What matters here is the result. This is stored the result in a vector called `percent_samples`. Here are its first 50 values:
```{r, echo=FALSE}
head(percent_samples, 50)
```
These numbers are all part of the sampling distribution of morph frequency estimates. Each value is one possible estimate of the purple morph frequency when we samples of `r sample_size` individuals from a population where the true value is `r 100*purple_prob`%. There are `r n_samples` such estimates stored in `percent_samples`.
How do we then calculate the standard error? This is *defined* as the standard deviation of the sampling distribution, which we just approximated with our simulation. So all we need to do now is calculate their standard deviation using the `sd` function:
```{r}
sd(percent_samples)
```
The standard error is about `r round(sd(percent_samples), 1)`. Why is this number useful? It gives us a means to reason about the variability in a sampling distribution. When a sampling distribution is 'well-behaved', then roughly speaking, about 95% of estimates are expected to lie within a range of about four standard errors.
Not convinced? Look at the second bar plot we produced where the sample size was 80 and the purple morph frequency was 40%. What is the approximate range of simulated values? How close is this to $4 \times 5.5$? Quite close!
In summary, the standard error quantifies the variability of a sampling distribution. We said in the previous chapter that a point estimate is useless without some kind of associated measure of uncertainty. The standard error is one such measure.
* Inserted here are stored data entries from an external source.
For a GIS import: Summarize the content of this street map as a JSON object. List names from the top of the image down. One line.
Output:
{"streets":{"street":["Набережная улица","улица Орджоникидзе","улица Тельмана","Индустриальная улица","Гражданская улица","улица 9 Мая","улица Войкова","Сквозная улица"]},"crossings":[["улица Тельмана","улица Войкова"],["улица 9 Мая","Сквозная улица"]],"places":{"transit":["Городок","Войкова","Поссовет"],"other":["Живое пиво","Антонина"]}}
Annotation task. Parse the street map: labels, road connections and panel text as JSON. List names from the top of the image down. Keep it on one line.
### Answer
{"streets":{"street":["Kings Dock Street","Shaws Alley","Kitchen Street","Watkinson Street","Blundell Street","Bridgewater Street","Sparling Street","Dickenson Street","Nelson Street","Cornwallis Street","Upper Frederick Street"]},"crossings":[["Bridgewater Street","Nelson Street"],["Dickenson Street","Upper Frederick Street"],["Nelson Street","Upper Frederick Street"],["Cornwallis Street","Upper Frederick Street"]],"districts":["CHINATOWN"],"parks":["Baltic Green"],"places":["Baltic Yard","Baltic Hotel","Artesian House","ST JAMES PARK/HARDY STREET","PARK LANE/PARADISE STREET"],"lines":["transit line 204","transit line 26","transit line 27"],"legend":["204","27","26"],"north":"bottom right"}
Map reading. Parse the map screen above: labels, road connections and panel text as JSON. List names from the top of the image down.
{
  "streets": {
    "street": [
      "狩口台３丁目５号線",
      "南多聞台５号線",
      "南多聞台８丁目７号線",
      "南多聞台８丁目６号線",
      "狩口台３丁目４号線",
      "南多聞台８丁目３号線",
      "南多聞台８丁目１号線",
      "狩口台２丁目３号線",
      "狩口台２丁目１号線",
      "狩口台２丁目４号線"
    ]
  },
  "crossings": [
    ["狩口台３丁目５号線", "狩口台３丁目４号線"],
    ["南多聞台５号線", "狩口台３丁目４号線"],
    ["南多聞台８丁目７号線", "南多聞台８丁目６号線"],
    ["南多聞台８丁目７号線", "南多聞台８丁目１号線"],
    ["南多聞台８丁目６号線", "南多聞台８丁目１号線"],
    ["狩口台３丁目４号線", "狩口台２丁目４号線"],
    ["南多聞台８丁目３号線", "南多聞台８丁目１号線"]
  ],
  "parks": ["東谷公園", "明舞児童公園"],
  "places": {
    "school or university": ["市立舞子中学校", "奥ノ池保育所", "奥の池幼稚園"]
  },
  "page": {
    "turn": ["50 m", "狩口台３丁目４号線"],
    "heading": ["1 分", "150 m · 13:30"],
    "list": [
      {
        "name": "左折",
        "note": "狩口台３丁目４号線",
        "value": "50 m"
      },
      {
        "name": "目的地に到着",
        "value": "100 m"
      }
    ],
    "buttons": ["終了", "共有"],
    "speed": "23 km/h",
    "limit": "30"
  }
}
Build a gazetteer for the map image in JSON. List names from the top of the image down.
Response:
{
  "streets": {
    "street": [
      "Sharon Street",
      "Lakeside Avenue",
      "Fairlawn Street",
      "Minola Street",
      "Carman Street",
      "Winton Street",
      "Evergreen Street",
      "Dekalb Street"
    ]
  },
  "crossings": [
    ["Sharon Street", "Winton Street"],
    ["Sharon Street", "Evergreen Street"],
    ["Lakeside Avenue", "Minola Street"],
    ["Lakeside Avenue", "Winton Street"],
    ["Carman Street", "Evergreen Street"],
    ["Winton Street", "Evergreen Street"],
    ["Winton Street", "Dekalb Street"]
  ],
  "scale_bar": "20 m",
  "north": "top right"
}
## What is the point of all this?
Why have we just spent so much time looking at what happens when we take repeated samples from a population with known properties? When we collect data in the real world we only have the luxury of working with a small number of samples---usually just one in fact. We also won't know anything much the population parameter of interest in that situation. This lack of knowledge is the reason for collecting some data in the first place!
The short answer is that before we can use frequentist statistics we need to have a sense of:
- how point estimates behave under repeated sampling (i.e. **sampling distributions**),
- and how **sampling error** and **standard error** relate to sampling distributions.
Once we understand those ideas we're can make sense of how frequentist statistical tests work. That's what we'll do in the next few chapters.